Competing inheritance tax bills both advance to general file

LINCOLN - Nebraska remains one of five states in the U.S. that imposes a tax on the relatives of the recently deceased. This year, state legislators are considering two proposals to either reduce that inheritance tax or even eliminate it outright - and now, both of those plans have advanced to the next stage of the legislative process.
Some call these two bills companion plans. Others consider them competing plans. But either way, both were advanced out of the revenue committee to general file this month, meaning the full Legislature will now have the ability to consider both ideas.
One of them, proposed by Bob Hallstrom of District 1, is a constitutional amendment that would give Nebraska voters the option to eliminate the inheritance tax entirely at next year's general election.
The other bill, proposed earlier this year by Rob Clements of District 2, set a flat rate that all relatives of a decedent would pay. That bill also provides a pathway to increase some fees to help offset financial losses county governments fear they would incur should revenue from the inheritance tax disappear.
This month, Clements' bill, LB468, was assigned an amendment, authored by the revenue committee's Elliot Bostar from District 29.
This plan adjusts the existing tiered system of inheritance tax payout, and essentially grandfathers the tax out, so that families of people who die over the next decade would pay less than they would now.

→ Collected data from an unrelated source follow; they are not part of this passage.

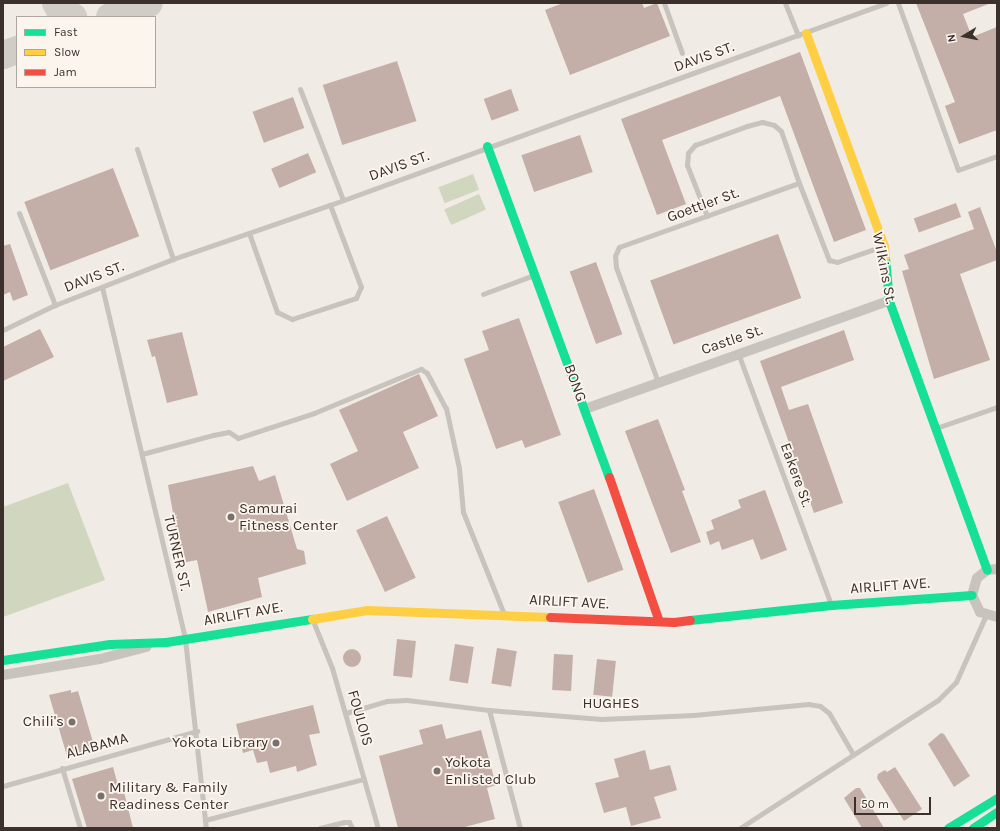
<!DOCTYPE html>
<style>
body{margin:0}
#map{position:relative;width:1000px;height:831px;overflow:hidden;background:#f0ebe5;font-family:Karla,sans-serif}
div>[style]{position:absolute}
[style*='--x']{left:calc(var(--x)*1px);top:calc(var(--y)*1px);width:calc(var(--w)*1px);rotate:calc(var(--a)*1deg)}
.green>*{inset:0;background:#d1d6bf;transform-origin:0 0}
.taxiway>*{height:28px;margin:-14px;padding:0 14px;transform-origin:14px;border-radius:14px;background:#d0ccc6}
.building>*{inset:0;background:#c3afa7;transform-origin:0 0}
.round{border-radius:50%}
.lane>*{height:5px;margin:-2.5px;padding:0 2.5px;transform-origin:2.5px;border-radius:2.5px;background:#c9c3be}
.street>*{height:10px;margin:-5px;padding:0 5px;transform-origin:5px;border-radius:5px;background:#c9c3be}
.fast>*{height:9px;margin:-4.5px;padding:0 4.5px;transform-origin:4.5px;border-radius:4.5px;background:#16e098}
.slow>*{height:9px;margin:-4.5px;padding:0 4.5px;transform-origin:4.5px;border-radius:4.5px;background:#ffcf43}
.jam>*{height:9px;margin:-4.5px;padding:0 4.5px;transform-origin:4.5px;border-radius:4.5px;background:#f24e42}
.dots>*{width:11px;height:11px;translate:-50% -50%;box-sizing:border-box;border:2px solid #fbf5ee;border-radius:50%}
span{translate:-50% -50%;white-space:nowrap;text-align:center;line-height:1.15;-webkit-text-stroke:3.5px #fbf5ee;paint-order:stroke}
.street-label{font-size:15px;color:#3b302b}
.poi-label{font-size:15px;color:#3b302b}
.left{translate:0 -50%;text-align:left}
.right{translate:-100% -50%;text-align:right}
.frame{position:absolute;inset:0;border:4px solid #3b302b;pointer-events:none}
.legend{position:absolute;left:16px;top:16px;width:140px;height:72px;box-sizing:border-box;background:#fbf5ee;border:1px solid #aea6a0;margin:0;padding:5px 7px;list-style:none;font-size:12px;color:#3b302b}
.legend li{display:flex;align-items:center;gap:8px;height:20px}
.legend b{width:20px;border:1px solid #aea6a0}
.north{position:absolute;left:944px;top:16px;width:40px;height:40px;-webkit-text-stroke:3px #fbf5ee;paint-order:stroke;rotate:260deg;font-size:11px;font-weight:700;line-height:16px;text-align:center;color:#3b302b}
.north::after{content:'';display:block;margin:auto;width:14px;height:18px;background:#3b302b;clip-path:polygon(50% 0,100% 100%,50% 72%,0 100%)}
.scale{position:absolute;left:854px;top:797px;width:77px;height:18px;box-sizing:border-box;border:2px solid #3b302b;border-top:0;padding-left:5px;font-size:12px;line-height:14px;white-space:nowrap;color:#3b302b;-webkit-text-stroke:3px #fbf5ee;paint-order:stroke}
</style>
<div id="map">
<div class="green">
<div style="left:473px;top:174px;width:17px;height:37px;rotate:69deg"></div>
<div style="left:479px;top:194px;width:17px;height:38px;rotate:66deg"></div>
<div style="clip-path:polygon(68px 483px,105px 580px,3px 617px,3px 507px)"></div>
</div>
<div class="taxiway">
<div style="--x:56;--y:3;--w:8;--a:60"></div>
<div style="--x:60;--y:10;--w:15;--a:28"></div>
<div style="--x:110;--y:17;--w:41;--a:-19.7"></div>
<div style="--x:3;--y:55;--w:15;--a:-20"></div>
</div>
<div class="building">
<div style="clip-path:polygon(563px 3px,642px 3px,644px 8px,657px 3px,670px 36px,570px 75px,545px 10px)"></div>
<div style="clip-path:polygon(916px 3px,991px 3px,963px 14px,972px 37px,997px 27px,997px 130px,959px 144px,945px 106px,955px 102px)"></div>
<div style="clip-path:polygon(800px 52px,866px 230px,834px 242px,780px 96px,662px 140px,686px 204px,657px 215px,621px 119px)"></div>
<div style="left:397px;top:61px;width:63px;height:78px;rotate:72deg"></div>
<div style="left:511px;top:89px;width:23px;height:29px;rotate:70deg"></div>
<div style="left:293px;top:97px;width:33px;height:43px;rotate:70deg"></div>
<div style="left:580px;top:135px;width:39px;height:62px;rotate:71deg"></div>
<div style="left:308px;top:153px;width:21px;height:40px;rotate:67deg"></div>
<div style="left:113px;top:168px;width:73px;height:95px;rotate:69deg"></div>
<div style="left:956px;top:203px;width:15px;height:45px;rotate:70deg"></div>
<div style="clip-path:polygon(980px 207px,997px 252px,997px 260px,960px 274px,990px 360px,934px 379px,902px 271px,909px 269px,904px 255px,974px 229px,968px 212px)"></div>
<div style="left:778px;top:234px;width:68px;height:136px;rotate:70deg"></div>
<div style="clip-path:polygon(10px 244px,28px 295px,13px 301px,10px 292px,3px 295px,3px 246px)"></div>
<div style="left:596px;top:262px;width:77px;height:28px;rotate:70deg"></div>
<div style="clip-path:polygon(519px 318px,561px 435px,525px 448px,522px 440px,496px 449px,464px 359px,489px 350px,482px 331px)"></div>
<div style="clip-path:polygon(40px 329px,54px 357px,3px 381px,3px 347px)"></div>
<div style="clip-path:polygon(844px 330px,854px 360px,781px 387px,789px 410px,808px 404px,843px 503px,814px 513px,760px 361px)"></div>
<div style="clip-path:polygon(182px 332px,198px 395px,167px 403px,155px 356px,152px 357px,147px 340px)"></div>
<div style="clip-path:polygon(419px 374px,438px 416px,403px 432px,419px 468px,347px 501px,330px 464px,358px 451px,339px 410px)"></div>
<div style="clip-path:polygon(658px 419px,685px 490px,682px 491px,701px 542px,671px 553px,625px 431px)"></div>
<div style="clip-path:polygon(253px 466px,259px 481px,275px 475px,297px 549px,304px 551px,306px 564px,258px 578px,262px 597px,208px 612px,197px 560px,182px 563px,168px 485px)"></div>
<div style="left:594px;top:489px;width:86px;height:38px;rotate:70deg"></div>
<div style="clip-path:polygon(765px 490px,787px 550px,761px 560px,753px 539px,722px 550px,719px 541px,710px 545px,706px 532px,714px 529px,711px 520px,741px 508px,738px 500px)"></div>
<div style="left:387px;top:516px;width:68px;height:34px;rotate:65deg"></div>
<div style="left:397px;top:639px;width:19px;height:37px;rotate:6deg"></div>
<div style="left:455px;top:644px;width:19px;height:37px;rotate:9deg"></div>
<div style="left:497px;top:648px;width:20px;height:36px;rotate:9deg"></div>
<div class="round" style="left:343px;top:649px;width:18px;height:18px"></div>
<div style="left:554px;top:654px;width:19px;height:36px;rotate:3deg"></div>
<div style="left:597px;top:659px;width:19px;height:36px;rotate:6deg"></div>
<div style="clip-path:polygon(71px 690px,71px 693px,78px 691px,95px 749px,67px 756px,49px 695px)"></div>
<div style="clip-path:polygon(313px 705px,320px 733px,309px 735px,317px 765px,297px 772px,296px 766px,270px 773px,267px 761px,257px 763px,253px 750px,243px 753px,236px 724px)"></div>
<div style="clip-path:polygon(442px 724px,446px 739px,481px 730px,496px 785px,487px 788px,495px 819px,461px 828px,398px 828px,379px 756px,423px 744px,419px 730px)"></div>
<div style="clip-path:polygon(941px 733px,944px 734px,970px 776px,954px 787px,928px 744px)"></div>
<div style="clip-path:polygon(645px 750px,650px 770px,670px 765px,677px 790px,654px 797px,661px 818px,631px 826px,626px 807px,604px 813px,595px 783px,619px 777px,614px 759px)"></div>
<div style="clip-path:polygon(113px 767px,119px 789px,123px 788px,133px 828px,87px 828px,72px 779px)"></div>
<div style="clip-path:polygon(895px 767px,922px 809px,904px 821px,877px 778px,878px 774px,885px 770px,887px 772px)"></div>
<div style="clip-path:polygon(856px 788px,860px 788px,884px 828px,862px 828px,844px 798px)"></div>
</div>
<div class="lane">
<div style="--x:664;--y:3;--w:53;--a:70.2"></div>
<div style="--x:785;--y:3;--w:35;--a:68"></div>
<div style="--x:898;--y:3;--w:177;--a:70.2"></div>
<div style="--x:958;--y:170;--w:41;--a:-19.7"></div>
<div style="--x:300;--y:89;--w:119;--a:68.8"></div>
<div style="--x:137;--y:149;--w:116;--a:71.9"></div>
<div style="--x:19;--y:213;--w:99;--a:68.6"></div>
<div style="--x:707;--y:216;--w:55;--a:-111.4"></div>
<div style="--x:687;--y:165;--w:12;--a:-85"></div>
<div style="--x:688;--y:153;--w:11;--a:-49"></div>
<div style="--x:695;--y:145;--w:55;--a:-20.1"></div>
<div style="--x:747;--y:126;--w:16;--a:-15"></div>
<div style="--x:762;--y:122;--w:12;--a:14"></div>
<div style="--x:774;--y:125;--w:9;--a:41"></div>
<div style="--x:781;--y:131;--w:55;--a:70.9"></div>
<div style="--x:249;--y:233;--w:84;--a:70.5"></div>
<div style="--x:277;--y:312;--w:17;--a:25"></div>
<div style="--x:292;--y:319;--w:67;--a:-18.2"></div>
<div style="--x:356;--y:298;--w:12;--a:-66"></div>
<div style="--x:361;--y:287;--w:88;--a:-110.7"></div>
<div style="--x:102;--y:287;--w:362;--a:76.7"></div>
<div style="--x:185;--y:639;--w:190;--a:83.7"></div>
<div style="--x:483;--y:294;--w:54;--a:-20.4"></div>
<div style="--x:3;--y:330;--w:58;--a:-25.7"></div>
<div style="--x:55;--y:305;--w:127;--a:-21.3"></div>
<div style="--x:173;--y:259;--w:166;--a:-19"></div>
<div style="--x:330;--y:205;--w:592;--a:-19.97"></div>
<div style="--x:738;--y:353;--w:269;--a:69.7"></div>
<div style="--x:658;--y:382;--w:122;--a:-110.1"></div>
<div style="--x:616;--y:267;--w:11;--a:-95"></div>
<div style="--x:615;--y:256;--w:10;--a:-66"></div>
<div style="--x:619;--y:247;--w:191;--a:-19.6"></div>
<div style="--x:799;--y:183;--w:83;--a:68.7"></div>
<div style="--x:829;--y:260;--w:8;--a:14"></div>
<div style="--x:837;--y:262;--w:49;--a:-19.2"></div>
<div style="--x:936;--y:428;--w:65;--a:-19"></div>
<div style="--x:142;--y:454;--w:73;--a:-15"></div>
<div style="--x:213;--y:435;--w:16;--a:-11"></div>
<div style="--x:229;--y:432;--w:11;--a:34"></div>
<div style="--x:238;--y:438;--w:80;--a:-18.2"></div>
<div style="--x:314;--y:413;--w:116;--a:-22.4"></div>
<div style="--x:421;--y:369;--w:7;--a:34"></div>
<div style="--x:427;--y:373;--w:40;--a:62"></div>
<div style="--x:446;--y:408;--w:61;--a:77.8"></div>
<div style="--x:459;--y:468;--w:44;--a:84.8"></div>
<div style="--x:463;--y:512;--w:110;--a:68.1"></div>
<div style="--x:313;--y:621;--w:51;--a:68"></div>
<div style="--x:332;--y:668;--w:166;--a:74"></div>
<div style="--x:489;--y:710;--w:122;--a:75.3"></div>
<div style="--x:346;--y:713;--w:43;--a:-16.3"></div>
<div style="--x:387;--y:701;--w:20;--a:-3"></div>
<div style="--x:407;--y:700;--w:83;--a:7"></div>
<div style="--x:489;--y:710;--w:113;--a:4.6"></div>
<div style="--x:602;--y:719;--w:92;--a:-2.5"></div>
<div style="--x:694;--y:715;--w:115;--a:-5.5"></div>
<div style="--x:808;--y:704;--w:12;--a:9"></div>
<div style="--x:820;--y:706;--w:11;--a:38"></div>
<div style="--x:829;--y:713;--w:48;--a:59.7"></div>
<div style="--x:62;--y:768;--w:63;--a:73.3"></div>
<div style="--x:3;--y:786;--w:202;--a:-15.8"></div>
<div style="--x:205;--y:820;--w:164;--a:-14.5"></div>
<div style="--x:320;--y:828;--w:25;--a:-14"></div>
<div style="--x:344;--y:822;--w:5;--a:0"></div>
<div style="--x:349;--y:822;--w:7;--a:63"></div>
<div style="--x:740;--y:828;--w:236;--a:-32.9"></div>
<div style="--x:938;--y:700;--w:25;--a:-45"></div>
<div style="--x:956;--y:682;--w:73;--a:-65.9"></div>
</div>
<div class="street">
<div style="--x:585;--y:409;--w:323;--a:-19.6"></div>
<div style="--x:997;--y:569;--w:10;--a:174"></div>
<div style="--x:987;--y:570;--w:13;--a:141"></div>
<div style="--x:977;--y:578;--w:18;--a:106"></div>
<div style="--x:972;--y:595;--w:19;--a:65"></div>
<div style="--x:980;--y:612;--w:18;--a:16"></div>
<div style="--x:3;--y:675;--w:98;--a:-9.4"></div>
<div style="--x:100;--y:659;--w:48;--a:-14.6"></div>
</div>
<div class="fast">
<div style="--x:487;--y:146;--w:353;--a:69.8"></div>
<div style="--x:885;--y:257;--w:44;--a:84.8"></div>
<div style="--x:889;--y:301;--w:286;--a:70"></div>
<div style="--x:690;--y:620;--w:142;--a:-6.1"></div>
<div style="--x:831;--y:605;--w:141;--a:-4.1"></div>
<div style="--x:3;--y:660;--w:108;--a:-8.5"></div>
<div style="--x:110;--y:644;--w:56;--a:-2"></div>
<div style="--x:166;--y:642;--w:148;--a:-9"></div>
<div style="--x:948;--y:828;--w:57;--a:-31.5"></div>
<div style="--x:973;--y:828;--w:29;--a:-34"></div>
</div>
<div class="slow">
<div style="--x:806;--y:33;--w:227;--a:69.9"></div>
<div style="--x:884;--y:246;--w:11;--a:85"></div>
<div style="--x:312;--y:619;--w:56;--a:-9.3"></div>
<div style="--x:367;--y:610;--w:183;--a:2.2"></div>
</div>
<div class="jam">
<div style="--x:609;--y:477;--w:152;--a:70.9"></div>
<div style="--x:550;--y:617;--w:124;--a:2.3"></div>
<div style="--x:674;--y:622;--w:16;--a:-7"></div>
</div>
<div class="dots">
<div style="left:231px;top:517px;background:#7a716c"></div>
<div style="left:72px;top:722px;background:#7a716c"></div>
<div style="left:276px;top:743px;background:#7a716c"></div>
<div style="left:437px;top:771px;background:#7a716c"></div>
<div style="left:101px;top:796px;background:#7a716c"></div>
</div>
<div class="street-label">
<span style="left:704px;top:57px;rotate:-20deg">DAVIS ST.</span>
<span style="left:399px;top:166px;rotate:-20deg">DAVIS ST.</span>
<span style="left:703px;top:205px;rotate:-20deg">Goettler St.</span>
<span style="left:884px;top:268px;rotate:79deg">Wilkins St.</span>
<span style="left:94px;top:277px;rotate:-21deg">DAVIS ST.</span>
<span style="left:732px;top:340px;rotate:-19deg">Castle St.</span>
<span style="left:575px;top:383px;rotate:70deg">BONG</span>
<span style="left:796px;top:475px;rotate:70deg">Eakere St.</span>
<span style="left:177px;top:553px;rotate:77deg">TURNER ST.</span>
<span style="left:890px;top:586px;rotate:-4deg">AIRLIFT AVE.</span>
<span style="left:569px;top:602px;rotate:3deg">AIRLIFT AVE.</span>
<span style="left:243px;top:614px;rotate:-10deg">AIRLIFT AVE.</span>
<span style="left:611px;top:704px">HUGHES</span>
<span style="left:360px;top:718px;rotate:74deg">FOULOIS</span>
<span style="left:97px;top:746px;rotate:-15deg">ALABAMA</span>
</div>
<div class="poi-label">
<span class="left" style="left:239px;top:517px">Samurai<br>Fitness Center</span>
<span class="right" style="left:64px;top:722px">Chili's</span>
<span class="right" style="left:268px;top:743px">Yokota Library</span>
<span class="left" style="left:445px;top:771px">Yokota<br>Enlisted Club</span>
<span class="left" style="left:109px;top:796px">Military &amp; Family<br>Readiness Center</span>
</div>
<div class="frame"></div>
<ul class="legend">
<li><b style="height:5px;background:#16e098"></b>Fast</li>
<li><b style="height:5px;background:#ffcf43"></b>Slow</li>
<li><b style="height:5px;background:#f24e42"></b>Jam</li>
</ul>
<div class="north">N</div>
<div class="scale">50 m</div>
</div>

Under this amendment, direct relatives (e.g. parents, children, and siblings) of decedents dying between January 1, 2023 and January 1, 2027 would pay one percent of the clear market value of property received by each person in excess of $100,000 - this is in line with the existing inheritance tax rate. But the changes come as the years progress: the rate relatives pay would decrease if the decedent passes away in any successive year - and for those who pass away on or after January 1, 2036, their relatives would pay nothing.
A similar pathway would be put in place for people more distantly related to a decedent. Once-removed relatives (e.g. aunts/uncles, nieces/nephews, or spouses) currently pay 13% on inherited property; that would decrease to 11% for relatives of those who die between 2023 and 2027, and annually decrease by 1.1 percentage points down to 0% by 2036.
The third tier applies to "all other cases" of people collecting an inheritance. Those people currently pay an 18% tax; it would decrease to 15% for those who die between 2023 and 2027, and further decrease by 1.5 percentage points every year, eventually down to 0% by 2036.
UPDATE - Thursday, April 24:
With the state government ready to consider these two separate plans to reduce or eliminate the state's inheritance tax, the Nebraska Association of County Officials on Thursday publicly opposed Bostar's proposed amendment to Clements' LB468, saying that amendment would eventually eliminate the inheritance tax and, with it, the up to ten percent of county governments' annual operating budget this tax helps to account for.
"A complete repeal [of the inheritance tax] would be devastating to the essential services counties provide," NACO's Thursday release read in part. "At a time when support from state and federal governments is uncertain, this is not the moment to eliminate a critical revenue source that keeps our communities safe, connected, and functional."
After opposing his plan to eliminate the tax in 2024, NACO had worked with Clements on an earlier form of LB468 previously in 2025. Most notably from the counties' perspective, LB468 creates other sources of revenue - through increases in various fees, for example - to make up for what county governments stand to lose if the inheritance tax is removed. The organization, which represents counties of all sizes across the state, stood opposed last month Hallstrom's proposed amendment which would give voters the choice to eliminate the tax entirely at next year's election.
Under Hallstrom's proposed amendment to the state constitution, that tax rate would go to zero as soon as it's voted on by Nebraska citizens in 2026 and then ratified by the legislature.
The authors of these two bills have been supportive of the others' idea as both share the desire to eventually see this tax go away, but they have both acknowledged that the two plans cannot both be approved. Now they will each be considered by the wider state Legislature later this year.